En 1.485 pages, le philosophe Luc Ferry a fait le tour de sa discipline, ou du moins de ses définitions, en publiant Le dictionnaire amoureux de la philosophie. Invité pour l’occasion dans l'émission Il n'y a pas qu'une vie dans la vie, l'ancien ministre de l’Éducation nationale a posé son regard sur le mouvement des "gilets jaunes", lui qui était entré en fac en 68, date historique d'un autre mouvement de contestation.

Changements sociétaux. La "guerre civile du samedi" peut-elle accoucher d’une révolution politique ? Luc Ferry n'y croit pas, pas plus que ne l'a fait le mouvement de Mai-68. "Ce qui s’est passé en Mai-68, c’est vraiment une révolution sociétale. Il y a vraiment des effets. Par exemple, les lois Auroux (en matière de droit du travail, ndlr.) pour la démocratie d’entreprise, la reconnaissance des homosexuels, le féminisme, tout ça a progressé en France de manière formidable dans l’après-68. En revanche, la Constitution de 1958 n’a pas changé. On n’a pas eu de changement politique", détaille le philosophe.
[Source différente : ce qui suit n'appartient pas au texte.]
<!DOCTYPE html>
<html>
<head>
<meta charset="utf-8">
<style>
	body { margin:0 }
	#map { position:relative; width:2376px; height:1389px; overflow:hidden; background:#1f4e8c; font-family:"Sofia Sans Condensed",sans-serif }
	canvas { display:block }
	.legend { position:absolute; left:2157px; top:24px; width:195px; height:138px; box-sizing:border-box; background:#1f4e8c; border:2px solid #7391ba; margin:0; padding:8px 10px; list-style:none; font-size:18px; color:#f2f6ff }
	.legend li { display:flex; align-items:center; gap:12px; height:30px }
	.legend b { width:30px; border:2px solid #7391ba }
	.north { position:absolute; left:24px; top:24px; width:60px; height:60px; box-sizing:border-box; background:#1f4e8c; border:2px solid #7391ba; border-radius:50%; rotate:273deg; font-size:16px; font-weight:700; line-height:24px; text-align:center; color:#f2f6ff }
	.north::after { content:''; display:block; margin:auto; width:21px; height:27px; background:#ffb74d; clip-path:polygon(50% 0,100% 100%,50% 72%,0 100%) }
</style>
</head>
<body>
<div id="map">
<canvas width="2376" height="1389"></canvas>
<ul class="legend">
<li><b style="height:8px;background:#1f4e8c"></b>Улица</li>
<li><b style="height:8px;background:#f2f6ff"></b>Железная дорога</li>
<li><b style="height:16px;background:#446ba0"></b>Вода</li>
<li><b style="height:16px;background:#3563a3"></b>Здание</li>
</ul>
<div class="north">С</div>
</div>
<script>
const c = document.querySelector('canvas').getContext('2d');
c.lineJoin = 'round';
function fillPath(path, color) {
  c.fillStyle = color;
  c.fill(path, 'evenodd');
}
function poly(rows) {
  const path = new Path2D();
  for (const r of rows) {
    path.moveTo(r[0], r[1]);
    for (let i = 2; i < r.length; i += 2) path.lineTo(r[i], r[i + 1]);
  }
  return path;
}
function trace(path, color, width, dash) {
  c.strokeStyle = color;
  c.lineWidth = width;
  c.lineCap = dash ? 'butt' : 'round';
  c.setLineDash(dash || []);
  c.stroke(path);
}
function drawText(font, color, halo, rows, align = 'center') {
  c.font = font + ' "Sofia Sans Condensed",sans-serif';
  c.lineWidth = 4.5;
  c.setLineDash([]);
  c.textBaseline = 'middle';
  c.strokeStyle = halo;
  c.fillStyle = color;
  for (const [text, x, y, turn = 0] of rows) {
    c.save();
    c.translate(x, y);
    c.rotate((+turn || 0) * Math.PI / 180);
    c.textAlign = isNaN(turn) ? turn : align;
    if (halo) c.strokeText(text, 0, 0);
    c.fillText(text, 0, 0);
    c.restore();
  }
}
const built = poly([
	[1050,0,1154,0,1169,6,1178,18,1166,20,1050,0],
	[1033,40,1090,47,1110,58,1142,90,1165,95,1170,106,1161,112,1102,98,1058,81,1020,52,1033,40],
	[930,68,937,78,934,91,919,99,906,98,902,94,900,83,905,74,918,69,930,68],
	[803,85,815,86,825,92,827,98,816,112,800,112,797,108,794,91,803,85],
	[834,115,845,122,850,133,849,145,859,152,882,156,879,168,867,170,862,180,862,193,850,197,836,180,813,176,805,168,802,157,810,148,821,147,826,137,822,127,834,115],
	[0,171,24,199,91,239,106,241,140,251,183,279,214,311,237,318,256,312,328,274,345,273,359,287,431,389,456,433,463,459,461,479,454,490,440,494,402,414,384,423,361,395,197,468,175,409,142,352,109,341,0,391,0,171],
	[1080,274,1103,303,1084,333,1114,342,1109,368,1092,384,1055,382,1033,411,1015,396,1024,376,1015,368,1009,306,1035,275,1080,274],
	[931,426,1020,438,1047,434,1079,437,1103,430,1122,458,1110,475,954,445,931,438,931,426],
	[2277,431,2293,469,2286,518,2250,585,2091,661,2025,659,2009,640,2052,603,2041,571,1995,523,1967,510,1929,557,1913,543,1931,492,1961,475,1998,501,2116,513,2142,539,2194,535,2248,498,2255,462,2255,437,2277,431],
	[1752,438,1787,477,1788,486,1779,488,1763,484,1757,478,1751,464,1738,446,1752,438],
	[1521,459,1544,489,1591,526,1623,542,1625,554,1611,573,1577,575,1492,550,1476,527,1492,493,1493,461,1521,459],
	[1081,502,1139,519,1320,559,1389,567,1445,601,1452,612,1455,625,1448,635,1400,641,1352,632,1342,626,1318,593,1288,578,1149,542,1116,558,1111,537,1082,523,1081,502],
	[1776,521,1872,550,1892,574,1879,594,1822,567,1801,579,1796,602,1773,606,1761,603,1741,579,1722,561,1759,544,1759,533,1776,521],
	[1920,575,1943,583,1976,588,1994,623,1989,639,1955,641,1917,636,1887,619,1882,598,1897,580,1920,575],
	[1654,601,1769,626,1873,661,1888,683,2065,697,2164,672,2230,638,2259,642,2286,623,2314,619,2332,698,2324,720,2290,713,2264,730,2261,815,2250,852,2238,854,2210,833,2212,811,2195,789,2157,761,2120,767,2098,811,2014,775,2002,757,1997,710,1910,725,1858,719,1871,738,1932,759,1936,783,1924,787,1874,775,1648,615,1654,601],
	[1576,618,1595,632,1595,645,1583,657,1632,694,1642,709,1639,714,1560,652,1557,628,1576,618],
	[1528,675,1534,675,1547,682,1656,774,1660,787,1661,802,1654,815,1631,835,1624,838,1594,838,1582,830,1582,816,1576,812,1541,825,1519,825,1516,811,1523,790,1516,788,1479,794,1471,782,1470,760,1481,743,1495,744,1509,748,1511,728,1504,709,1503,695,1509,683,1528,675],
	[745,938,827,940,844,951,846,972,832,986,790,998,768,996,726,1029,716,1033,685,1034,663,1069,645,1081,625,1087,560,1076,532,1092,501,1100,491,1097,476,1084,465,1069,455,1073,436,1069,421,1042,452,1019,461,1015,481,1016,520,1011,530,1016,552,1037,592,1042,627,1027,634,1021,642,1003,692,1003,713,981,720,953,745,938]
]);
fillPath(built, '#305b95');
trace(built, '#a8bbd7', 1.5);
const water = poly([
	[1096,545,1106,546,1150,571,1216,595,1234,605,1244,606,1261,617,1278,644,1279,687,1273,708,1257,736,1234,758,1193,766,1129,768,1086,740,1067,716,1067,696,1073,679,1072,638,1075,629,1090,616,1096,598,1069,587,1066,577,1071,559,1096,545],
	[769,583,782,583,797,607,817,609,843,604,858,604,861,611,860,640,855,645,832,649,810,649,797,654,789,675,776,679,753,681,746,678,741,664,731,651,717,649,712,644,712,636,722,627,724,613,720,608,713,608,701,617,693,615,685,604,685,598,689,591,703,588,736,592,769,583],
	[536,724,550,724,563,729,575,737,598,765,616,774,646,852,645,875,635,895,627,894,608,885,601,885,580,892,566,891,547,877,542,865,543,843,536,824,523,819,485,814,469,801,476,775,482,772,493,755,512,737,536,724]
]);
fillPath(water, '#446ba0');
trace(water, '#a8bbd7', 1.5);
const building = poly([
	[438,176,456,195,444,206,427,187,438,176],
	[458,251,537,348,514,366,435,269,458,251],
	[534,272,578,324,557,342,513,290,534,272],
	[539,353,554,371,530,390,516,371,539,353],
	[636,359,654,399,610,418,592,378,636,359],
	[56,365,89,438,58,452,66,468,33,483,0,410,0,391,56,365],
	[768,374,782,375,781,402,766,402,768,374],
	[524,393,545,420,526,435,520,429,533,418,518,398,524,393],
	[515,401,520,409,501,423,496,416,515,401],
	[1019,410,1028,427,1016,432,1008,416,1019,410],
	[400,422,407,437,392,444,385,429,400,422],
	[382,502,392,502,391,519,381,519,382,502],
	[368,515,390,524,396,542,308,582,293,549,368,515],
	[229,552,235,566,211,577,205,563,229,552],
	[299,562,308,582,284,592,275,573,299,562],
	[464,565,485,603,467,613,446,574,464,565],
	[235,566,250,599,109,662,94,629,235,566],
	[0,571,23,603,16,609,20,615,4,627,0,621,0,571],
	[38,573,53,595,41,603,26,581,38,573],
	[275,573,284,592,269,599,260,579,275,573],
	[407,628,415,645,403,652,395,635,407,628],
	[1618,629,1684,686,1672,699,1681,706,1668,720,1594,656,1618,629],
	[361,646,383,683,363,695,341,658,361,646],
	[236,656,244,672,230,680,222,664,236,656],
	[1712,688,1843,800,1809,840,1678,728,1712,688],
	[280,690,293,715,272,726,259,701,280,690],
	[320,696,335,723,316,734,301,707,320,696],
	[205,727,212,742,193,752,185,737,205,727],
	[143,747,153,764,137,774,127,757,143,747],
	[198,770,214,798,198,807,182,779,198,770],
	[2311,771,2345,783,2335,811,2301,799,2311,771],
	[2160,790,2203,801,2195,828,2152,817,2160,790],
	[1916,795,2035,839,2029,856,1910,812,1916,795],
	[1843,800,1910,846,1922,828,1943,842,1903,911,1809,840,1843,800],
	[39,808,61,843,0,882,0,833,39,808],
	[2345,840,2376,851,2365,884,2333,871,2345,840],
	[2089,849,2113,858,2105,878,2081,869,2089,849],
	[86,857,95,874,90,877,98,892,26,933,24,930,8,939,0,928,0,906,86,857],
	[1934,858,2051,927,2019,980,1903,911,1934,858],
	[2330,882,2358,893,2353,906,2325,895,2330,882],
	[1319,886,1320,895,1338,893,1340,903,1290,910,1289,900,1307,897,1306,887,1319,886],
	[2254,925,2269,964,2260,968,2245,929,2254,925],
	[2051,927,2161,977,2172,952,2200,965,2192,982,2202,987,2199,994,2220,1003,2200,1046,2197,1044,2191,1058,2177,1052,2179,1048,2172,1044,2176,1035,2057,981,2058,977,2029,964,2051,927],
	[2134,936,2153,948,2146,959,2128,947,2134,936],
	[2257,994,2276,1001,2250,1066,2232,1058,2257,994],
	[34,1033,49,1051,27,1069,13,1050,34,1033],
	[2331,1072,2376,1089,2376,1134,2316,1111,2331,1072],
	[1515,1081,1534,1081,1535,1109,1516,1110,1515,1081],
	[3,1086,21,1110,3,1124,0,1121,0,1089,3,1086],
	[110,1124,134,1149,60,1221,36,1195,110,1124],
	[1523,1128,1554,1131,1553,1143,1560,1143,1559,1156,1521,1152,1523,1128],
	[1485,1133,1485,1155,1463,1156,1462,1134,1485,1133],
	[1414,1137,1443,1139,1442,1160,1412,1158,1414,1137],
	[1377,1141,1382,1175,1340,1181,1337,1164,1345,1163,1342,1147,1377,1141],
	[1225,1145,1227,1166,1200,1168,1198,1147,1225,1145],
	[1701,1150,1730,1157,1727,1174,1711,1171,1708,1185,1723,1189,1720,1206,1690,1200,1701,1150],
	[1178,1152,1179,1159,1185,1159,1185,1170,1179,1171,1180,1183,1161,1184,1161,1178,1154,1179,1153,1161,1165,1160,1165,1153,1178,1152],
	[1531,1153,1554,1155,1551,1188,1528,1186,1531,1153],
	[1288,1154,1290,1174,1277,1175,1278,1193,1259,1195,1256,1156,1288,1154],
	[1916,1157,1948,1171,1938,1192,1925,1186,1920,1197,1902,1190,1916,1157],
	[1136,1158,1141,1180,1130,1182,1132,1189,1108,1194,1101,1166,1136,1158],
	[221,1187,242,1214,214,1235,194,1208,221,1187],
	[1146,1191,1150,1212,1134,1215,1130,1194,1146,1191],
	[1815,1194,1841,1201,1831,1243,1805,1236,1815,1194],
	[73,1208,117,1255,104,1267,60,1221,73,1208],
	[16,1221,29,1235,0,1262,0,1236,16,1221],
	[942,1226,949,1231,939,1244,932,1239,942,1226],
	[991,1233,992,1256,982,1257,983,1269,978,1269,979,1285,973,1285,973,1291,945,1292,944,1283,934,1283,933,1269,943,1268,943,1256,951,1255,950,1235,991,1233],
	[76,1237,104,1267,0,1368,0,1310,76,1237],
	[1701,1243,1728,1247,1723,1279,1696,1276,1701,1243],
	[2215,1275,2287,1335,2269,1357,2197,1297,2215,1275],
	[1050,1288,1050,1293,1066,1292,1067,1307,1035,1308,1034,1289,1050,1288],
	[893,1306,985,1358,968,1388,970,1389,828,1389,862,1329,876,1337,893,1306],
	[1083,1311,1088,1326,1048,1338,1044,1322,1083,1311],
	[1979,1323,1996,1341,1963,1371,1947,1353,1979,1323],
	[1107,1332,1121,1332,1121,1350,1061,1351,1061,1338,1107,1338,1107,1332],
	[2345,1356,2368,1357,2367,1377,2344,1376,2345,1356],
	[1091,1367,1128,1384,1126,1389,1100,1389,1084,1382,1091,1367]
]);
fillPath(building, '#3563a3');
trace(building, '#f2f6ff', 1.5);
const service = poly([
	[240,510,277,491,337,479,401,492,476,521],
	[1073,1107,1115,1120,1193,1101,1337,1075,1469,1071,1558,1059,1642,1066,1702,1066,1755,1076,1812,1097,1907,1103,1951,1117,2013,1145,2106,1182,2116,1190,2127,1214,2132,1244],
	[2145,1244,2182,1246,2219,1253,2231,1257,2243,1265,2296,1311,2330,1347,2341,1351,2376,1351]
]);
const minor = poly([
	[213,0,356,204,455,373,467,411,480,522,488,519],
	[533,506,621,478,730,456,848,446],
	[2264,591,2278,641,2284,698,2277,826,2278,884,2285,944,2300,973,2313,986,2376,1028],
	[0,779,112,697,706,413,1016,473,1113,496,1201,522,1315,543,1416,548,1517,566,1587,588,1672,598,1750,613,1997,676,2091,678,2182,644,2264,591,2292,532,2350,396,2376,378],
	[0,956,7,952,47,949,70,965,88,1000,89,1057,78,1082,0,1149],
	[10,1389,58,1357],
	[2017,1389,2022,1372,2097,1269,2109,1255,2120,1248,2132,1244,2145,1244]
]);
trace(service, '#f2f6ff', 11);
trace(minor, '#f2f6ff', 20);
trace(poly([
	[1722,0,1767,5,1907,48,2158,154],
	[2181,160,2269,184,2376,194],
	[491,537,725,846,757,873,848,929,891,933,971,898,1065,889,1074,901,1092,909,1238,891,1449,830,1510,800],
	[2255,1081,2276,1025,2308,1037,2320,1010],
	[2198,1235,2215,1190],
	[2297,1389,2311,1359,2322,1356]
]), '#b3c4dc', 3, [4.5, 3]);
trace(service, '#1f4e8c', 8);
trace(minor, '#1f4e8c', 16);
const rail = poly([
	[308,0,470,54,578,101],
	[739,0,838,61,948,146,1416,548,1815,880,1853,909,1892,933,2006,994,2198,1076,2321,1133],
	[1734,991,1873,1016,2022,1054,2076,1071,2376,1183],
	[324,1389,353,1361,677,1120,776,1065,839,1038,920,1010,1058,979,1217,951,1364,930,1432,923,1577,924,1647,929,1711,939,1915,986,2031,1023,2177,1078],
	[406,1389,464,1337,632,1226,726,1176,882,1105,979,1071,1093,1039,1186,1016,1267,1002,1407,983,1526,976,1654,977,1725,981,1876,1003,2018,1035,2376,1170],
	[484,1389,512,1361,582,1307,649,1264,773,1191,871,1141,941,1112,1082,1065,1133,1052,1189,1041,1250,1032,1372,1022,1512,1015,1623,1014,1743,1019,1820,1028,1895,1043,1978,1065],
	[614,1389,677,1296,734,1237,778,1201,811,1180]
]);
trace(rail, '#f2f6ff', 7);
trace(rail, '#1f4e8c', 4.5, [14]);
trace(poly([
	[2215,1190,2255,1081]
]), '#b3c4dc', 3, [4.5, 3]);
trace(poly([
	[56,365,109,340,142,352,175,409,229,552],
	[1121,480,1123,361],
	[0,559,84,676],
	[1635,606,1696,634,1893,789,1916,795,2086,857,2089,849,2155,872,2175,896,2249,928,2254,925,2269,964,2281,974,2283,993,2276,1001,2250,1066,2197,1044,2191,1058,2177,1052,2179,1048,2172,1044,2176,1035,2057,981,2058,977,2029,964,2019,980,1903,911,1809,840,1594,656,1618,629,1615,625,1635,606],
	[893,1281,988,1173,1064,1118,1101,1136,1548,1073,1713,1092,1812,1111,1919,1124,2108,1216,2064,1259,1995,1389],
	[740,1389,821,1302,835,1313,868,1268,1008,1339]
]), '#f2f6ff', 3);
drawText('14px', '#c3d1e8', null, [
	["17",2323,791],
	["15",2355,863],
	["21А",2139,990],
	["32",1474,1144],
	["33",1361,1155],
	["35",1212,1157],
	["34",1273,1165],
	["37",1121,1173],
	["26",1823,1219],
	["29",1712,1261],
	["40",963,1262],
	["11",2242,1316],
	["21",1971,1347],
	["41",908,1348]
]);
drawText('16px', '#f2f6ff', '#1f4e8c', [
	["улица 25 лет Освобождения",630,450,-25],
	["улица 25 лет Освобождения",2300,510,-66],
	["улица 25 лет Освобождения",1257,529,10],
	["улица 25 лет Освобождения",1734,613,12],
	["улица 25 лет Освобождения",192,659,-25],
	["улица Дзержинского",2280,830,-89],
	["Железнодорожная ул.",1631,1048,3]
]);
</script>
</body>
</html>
"Tout le monde est républicain". Le mouvement de Mai-68 était en revanche, d'après lui, porté par "des idéologies extrêmement fortes qui sont à mon avis mortifères - des maoïstes, le PC encore à 25% - ce qui domine Mai-68, c’est l’idée révolutionnaire. Aujourd’hui, ce n’est pas le cas, il n’y a pas de grandes idéologies", compare-t-il. Le contexte du mouvement des "gilets jaunes" est nettement différent, ajoute-t-il : "On a affaire aujourd’hui à un paysage politique où tout le monde est républicain, y compris Marine Le Pen et Jean-Luc Mélenchon. Ils sont pour les élections."

Entendu sur europe1 :
Vous avez des gens qui sont révoltés, qui sont dans la rue et qui demandent, en gros, un, qu’on leur foute la paix avec leur bagnole, et deux, qu’on leur donne un pouvoir d’achat plus grand

"On les a emmerdés". Pour autant, le mouvement des "gilets jaunes" et ses neufs samedis de lutte en neuf actes, qui ont suivi des jours de mobilisation sur routes, péages et ronds-points, pourraient revêtir un côté révolutionnaire. "Mais sans idée", tranche Luc Ferry. "Il n’y a pas d’idées. Il n’y a pas de grande vision du monde (...) Vous avez des gens qui sont révoltés, qui sont dans la rue et qui demandent, en gros : un, qu’on leur foute la paix avec leur bagnole, et deux, qu’on leur donne un pouvoir d’achat plus grand", vulgarise-t-il.

"Les extrêmes, que ce soit des Mélenchon ou Le Pen, sont des partis populistes. Au fond, ils profitent de l’exaspération des gens. Pompidou disait 'Il ne faut pas emmerder les Français' mais là, on les a emmerdés au-delà du descriptible", conclut-il.